"It is always possible to be thankful for what is given rather than resentful over what is withheld - one attitude or the other becomes a way of life."
He had seen me gasping for air, for life, for something. I myself didn't know what. In a dinner exploded kitchen, the love of my life handed me clean white paper with crisp black letters, "I thought you would like this." And the water balloon my head had been swimming in pops and I breathe and it is air and not water anymore.
My mother-in-law must have sensed my gasping for air, for life, for something too ~ through the phone, through the emails thousands of miles away. She brings me One Thousand Gifts. Said she read it twice, thought I'd like it. It sits by my bed for weeks before I open the first page. Once it is open, I can't close it and I feel life again and I stop gasping.

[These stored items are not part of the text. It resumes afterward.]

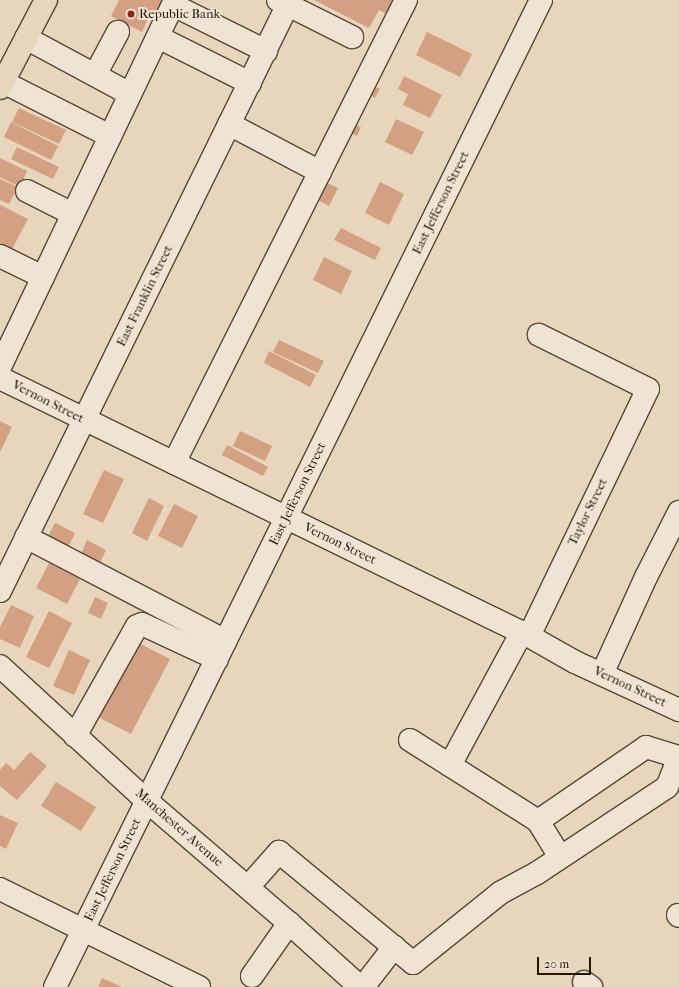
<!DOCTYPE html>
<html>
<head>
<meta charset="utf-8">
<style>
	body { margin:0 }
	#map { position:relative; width:679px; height:987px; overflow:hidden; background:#e7d5bc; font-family:"IM FELL French Canon",serif }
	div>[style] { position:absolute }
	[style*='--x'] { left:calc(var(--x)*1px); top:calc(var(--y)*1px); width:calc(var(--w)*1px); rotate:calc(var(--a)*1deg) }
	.building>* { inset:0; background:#d3a181 }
	.roads { filter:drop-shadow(1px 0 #544637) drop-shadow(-1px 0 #544637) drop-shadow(0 1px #544637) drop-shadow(0 -1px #544637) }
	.minor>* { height:22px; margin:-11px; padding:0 11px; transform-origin:11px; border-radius:11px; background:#efe4d3 }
	.major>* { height:22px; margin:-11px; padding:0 11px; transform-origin:11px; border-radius:11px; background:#e7d5bc }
	.dots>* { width:11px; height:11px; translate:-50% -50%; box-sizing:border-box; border:2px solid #efe4d3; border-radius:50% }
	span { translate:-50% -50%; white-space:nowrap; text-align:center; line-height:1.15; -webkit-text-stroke:4px #efe4d3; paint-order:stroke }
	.poi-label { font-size:13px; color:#23170b }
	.left { translate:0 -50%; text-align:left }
	.street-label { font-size:13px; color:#23170b }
	.scale { position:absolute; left:537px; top:957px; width:54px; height:18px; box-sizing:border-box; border:2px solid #23170b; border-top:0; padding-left:5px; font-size:12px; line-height:14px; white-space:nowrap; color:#23170b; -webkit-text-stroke:3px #efe4d3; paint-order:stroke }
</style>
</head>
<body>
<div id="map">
	<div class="building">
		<div style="clip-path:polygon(119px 0,169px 0,160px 17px,151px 12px,142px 32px,111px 16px)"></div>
		<div style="clip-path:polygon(314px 0,398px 0,390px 16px,379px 10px,369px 28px)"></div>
		<div style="clip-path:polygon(427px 32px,472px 54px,460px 77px,416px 55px)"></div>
		<div style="clip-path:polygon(404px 76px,442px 95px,430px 118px,403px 105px,408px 94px,398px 89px)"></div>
		<div style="clip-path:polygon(370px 85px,380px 89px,375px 98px,366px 93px)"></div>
		<div style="clip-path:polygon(19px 108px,66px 130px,59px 144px,12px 122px)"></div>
		<div style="clip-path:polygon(396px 119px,424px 132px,412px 155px,385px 142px)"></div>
		<div style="clip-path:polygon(11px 122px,58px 146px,51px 160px,4px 137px)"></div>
		<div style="clip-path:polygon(354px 124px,361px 127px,357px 136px,350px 133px)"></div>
		<div style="clip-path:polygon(17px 147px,59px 167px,53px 179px,11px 159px)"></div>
		<div style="clip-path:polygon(0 158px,27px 171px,20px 187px,0 177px)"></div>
		<div style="clip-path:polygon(0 179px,18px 187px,9px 204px,0 200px)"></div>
		<div style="clip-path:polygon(323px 181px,338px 188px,329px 206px,314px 198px)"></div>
		<div style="clip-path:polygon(380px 182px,404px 194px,389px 225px,365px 213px)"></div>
		<div style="clip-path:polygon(0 205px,28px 219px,7px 259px,0 255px)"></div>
		<div style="clip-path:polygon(341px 228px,381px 248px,375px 260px,334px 240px)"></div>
		<div style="clip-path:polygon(324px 257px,352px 271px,341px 294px,313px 280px)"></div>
		<div style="clip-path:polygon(279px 340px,324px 361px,318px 373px,273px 352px)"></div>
		<div style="clip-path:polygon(269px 351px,316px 375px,310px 387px,264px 363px)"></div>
		<div style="clip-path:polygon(0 421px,12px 427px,0 452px)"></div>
		<div style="clip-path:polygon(240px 431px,272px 446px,265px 461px,233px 446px)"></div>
		<div style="clip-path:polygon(227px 445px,268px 467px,263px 476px,222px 455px)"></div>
		<div style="clip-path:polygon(104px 470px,124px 479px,103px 523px,83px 514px)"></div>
		<div style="clip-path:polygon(149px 498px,164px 506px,147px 541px,132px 533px)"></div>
		<div style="clip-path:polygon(174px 504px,198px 516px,182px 548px,158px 536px)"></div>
		<div style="clip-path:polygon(55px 523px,75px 533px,66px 552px,45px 542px)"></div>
		<div style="clip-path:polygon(87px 540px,106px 550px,98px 567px,79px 558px)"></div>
		<div style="clip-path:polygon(49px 563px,80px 579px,67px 604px,36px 588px)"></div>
		<div style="clip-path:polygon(95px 597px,108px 603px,101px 619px,88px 613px)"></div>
		<div style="clip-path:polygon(11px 605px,34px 616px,20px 648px,0 639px,0 627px)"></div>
		<div style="clip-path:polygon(49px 611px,72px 623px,49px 668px,26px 657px)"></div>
		<div style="clip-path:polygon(135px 641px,170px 659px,131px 734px,96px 716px)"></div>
		<div style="clip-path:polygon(69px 650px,90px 660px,74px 695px,53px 686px)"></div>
		<div style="clip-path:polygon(30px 752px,47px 766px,17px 800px,0 786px,0 770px,6px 763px,14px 770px)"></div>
		<div style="clip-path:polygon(56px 782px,96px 807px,81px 831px,41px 806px)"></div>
		<div style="clip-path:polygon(0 815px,18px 823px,6px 849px,0 846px)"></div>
		<div style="clip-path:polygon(102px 978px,122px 987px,98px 987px)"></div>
	</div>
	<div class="roads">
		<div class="minor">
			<div style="--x:278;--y:0;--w:83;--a:26.6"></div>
			<div style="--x:173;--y:5;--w:104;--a:26.3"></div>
			<div style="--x:158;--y:37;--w:103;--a:26.6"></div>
			<div style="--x:26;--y:38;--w:118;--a:28.3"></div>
			<div style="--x:95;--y:75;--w:49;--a:-61.9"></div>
			<div style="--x:3;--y:82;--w:120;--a:26.8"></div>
			<div style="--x:229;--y:124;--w:103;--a:27.8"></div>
			<div style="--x:27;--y:191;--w:51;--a:26.6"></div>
			<div style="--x:0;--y:256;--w:48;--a:26"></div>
			<div style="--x:0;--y:367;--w:407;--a:-64.5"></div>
			<div style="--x:0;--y:378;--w:589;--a:26"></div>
			<div style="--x:529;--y:636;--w:53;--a:29.5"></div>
			<div style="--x:575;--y:662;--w:115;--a:24.8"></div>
			<div style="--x:174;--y:463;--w:518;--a:-63.39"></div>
			<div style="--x:26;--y:537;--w:225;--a:27.5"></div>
			<div style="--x:0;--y:591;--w:658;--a:-63.86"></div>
			<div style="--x:529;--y:636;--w:274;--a:-64.3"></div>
			<div style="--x:648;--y:389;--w:122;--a:-153.6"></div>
			<div style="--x:0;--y:666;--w:200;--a:42.6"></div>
			<div style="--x:147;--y:801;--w:187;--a:40.7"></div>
			<div style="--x:289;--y:923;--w:96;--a:42"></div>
			<div style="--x:602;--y:674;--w:107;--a:-65.6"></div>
			<div style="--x:646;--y:577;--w:73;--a:-63.1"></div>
			<div style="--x:75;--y:736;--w:126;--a:-60.6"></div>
			<div style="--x:137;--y:626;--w:5;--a:-22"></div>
			<div style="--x:142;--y:624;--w:83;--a:25"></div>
			<div style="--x:410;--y:740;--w:151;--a:32.3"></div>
			<div style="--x:538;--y:821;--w:131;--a:-34.4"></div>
			<div style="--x:646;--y:747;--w:34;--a:17"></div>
			<div style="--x:450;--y:765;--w:151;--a:-61.6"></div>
			<div style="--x:538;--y:821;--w:42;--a:58.6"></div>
			<div style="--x:248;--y:887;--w:47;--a:-48.5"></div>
			<div style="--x:279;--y:852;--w:174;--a:39.6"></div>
			<div style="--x:413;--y:963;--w:112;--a:-38.8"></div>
			<div style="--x:500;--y:893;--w:42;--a:-28.4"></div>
			<div style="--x:537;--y:873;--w:156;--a:-33.5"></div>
			<div style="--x:667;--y:787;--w:31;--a:-68"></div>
			<div style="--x:0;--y:889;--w:222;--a:26.2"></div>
			<div style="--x:678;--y:915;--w:1;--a:45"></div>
			<div style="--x:252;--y:976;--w:65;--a:-55.1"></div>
			<div style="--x:584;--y:982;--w:9;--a:36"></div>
			<div style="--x:55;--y:987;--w:1100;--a:-63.78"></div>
			<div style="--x:363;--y:987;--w:51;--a:-52.2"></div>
		</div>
		<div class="major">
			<div style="--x:0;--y:88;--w:99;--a:-62.4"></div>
		</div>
	</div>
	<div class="dots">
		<div style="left:131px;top:14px;background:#8f2418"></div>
	</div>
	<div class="poi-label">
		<span class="left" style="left:139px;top:14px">Republic Bank</span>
	</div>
	<div class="street-label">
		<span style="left:441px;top:203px;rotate:-64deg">East Jefferson Street</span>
		<span style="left:145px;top:296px;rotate:-64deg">East Franklin Street</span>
		<span style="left:48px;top:402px;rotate:27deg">Vernon Street</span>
		<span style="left:298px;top:494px;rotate:-64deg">East Jefferson Street</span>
		<span style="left:588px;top:512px;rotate:-64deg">Taylor Street</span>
		<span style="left:340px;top:544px;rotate:26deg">Vernon Street</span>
		<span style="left:630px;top:687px;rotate:25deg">Vernon Street</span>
		<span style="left:179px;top:828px;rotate:41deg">Manchester Avenue</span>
		<span style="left:113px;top:870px;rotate:-64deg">East Jefferson Street</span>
	</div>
	<div class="scale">20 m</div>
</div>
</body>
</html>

Eight months later I am gasping for air, for life, for something. I see One Thousand Gifts on the shelf and grab it again, this time as I sit each morning waiting for physical therapy. Why am I so hard headed when it is right there in front of me ~ being thankful for gifts God gives me each day. The trip to the clinic each day is short but full of lessons.

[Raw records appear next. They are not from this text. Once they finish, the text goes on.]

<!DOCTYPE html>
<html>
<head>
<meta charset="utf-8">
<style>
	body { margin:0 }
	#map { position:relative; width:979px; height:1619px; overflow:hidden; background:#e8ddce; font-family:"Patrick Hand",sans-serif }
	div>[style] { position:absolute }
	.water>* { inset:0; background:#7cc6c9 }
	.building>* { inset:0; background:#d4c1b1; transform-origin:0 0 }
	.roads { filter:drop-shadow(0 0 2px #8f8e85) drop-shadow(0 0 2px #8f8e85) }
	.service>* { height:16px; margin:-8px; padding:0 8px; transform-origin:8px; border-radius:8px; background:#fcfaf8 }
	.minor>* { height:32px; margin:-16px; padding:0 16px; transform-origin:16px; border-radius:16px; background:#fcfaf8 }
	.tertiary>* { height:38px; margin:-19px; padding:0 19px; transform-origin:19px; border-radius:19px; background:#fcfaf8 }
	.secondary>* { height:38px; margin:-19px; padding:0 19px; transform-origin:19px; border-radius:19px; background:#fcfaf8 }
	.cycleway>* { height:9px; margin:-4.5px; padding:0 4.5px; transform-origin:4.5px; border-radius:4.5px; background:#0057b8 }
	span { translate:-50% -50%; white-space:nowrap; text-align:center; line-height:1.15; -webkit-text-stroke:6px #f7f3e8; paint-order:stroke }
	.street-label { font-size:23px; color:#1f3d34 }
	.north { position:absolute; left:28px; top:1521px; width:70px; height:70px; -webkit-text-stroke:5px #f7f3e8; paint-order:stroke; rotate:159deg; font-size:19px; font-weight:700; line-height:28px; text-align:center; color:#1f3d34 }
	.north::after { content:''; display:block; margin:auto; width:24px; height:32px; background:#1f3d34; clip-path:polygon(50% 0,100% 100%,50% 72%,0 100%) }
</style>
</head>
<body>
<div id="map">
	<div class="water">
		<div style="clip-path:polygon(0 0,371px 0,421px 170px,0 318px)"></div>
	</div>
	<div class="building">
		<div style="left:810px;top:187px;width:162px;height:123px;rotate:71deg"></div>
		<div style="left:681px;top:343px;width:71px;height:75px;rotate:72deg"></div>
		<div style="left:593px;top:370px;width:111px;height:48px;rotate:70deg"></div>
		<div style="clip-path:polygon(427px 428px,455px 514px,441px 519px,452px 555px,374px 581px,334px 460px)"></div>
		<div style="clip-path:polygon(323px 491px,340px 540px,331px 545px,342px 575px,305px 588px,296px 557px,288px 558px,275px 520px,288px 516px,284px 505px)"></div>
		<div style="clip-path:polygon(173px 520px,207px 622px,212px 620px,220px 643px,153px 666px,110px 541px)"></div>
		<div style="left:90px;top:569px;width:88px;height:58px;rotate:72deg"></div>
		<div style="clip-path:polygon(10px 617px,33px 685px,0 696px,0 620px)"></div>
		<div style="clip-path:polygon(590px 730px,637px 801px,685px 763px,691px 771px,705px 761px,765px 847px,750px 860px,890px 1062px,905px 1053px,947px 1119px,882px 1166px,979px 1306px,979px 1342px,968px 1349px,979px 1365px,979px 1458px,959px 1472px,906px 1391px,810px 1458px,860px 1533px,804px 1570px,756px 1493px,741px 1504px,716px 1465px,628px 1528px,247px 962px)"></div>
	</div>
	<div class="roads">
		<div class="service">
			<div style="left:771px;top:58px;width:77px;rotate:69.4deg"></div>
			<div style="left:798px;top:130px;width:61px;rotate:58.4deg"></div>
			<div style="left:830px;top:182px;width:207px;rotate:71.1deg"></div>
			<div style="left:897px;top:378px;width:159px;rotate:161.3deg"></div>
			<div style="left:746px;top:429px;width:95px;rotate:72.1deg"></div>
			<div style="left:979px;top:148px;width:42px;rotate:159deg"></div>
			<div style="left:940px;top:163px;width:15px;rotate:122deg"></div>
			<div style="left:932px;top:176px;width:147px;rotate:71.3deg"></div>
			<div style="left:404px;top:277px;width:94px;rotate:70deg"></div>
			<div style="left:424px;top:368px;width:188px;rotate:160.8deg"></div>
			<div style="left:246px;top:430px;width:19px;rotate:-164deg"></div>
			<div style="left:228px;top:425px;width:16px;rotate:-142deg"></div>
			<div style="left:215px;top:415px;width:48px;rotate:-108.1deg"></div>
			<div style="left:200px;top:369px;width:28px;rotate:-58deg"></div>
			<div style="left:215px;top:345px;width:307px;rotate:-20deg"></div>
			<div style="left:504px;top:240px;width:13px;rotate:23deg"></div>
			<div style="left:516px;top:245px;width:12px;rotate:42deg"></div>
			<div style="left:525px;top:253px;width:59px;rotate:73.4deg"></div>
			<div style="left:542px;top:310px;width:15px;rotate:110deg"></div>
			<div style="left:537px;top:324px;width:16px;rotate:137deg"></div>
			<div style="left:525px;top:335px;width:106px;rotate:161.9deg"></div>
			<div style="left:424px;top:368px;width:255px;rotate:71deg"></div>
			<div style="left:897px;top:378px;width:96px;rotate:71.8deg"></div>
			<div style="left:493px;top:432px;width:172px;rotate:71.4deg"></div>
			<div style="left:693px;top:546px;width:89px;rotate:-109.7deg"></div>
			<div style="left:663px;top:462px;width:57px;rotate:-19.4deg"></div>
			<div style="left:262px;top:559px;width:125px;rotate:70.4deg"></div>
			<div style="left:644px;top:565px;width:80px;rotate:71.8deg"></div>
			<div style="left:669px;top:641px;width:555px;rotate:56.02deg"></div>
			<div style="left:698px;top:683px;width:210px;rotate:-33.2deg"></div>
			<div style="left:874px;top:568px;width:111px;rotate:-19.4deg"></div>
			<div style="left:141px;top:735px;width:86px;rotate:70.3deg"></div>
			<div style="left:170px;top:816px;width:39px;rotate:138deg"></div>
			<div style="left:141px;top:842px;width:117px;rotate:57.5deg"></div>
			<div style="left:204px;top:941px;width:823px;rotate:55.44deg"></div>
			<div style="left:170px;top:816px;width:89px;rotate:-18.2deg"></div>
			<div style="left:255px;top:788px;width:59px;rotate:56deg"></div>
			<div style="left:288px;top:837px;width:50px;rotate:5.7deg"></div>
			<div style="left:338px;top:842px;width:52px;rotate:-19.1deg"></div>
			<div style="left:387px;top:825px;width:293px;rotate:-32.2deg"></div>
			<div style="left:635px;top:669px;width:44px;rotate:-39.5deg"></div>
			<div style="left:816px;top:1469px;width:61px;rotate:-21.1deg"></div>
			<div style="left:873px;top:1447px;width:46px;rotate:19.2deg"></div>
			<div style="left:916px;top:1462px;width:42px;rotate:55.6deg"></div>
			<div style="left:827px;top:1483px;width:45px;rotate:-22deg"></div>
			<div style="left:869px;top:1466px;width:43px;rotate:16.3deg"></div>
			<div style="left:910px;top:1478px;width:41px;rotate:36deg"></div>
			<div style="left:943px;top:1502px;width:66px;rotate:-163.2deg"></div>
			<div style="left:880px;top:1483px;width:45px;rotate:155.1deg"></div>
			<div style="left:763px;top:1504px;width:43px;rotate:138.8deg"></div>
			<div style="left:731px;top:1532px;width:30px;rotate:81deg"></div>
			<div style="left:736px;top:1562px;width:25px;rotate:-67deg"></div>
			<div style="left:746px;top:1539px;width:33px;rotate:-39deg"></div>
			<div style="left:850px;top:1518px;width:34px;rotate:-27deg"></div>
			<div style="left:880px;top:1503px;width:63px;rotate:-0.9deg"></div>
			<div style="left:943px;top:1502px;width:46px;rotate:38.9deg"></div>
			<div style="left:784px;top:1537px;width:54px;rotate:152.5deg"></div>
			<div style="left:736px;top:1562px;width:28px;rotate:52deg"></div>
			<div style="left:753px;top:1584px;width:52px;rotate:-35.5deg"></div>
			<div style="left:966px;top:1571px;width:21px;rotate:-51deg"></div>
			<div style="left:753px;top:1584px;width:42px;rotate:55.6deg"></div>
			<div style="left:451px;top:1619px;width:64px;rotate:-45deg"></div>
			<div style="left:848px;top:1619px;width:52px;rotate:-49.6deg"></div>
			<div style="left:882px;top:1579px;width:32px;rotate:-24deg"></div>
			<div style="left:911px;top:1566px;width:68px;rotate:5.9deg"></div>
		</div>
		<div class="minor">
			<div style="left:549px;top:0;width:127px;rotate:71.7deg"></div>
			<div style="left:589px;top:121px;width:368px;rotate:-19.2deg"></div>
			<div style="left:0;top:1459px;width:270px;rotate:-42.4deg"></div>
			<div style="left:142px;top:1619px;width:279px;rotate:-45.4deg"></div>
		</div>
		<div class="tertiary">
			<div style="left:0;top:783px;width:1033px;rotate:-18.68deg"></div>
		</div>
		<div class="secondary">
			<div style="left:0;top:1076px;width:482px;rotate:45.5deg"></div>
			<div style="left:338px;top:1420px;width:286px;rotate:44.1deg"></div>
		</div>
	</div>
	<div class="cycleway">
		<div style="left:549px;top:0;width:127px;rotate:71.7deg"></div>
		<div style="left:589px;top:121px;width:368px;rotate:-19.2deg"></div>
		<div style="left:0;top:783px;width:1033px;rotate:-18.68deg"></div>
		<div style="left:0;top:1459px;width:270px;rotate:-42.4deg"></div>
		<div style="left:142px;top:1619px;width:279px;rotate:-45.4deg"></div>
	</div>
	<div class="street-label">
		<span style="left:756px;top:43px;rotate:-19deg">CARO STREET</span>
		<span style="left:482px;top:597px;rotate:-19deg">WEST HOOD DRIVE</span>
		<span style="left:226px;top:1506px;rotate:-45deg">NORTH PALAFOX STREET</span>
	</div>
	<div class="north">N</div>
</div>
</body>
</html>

The bus screeches to a halt and I climb on. Stomach flutters to throat and I transport back to the fear I knew that day I was crushed on the bus, my swollen pregnant belly screaming with every crush and the driver oblivious to my call to get off at the bus stop and the yells of others to stop that bus so we could uncrush ourselves and breathe. Fears must be faced and so I face it and get on. Careening around corners we whiz past broken up sidewalks, graffiti covered walls. And I hear the hiss in my ear ~ what is there to be thankful about all this?
The ride home is slower ~ a volkswagon bus, my style of public transportation. Now I can see the green that has pushed itself up through the crack in the cement and is a flourishing tree. Its roots must go deep, I think, to be able to live like that. And I need to dig my roots deep, deeper into His Word so I can live like that too. But I see the drink too, the drink to the lips and it isn't even noon and there is the truck that brings the drink and it claims in big bold letters, "Great times are coming". And with every drink they think the great times are coming, but they never do and so they drink on looking for them. And the faces I pass with the drink on the lips, in the hand, at the table are innumerable on that ten minute ride home. And I hear the hiss in my ear ~ you really think you can make a difference?
And it hits me hard, like every other time, that I am in this battle for life and I will struggle daily to keep my perspective, to stay thankful, to stop the negativity that seems to flow naturally from my lips and crush my family. And I know the answer to the hissing in my ear, "YES, I can be thankful for all of this and YES I can make a difference but ONLY by relying on the One who called us here!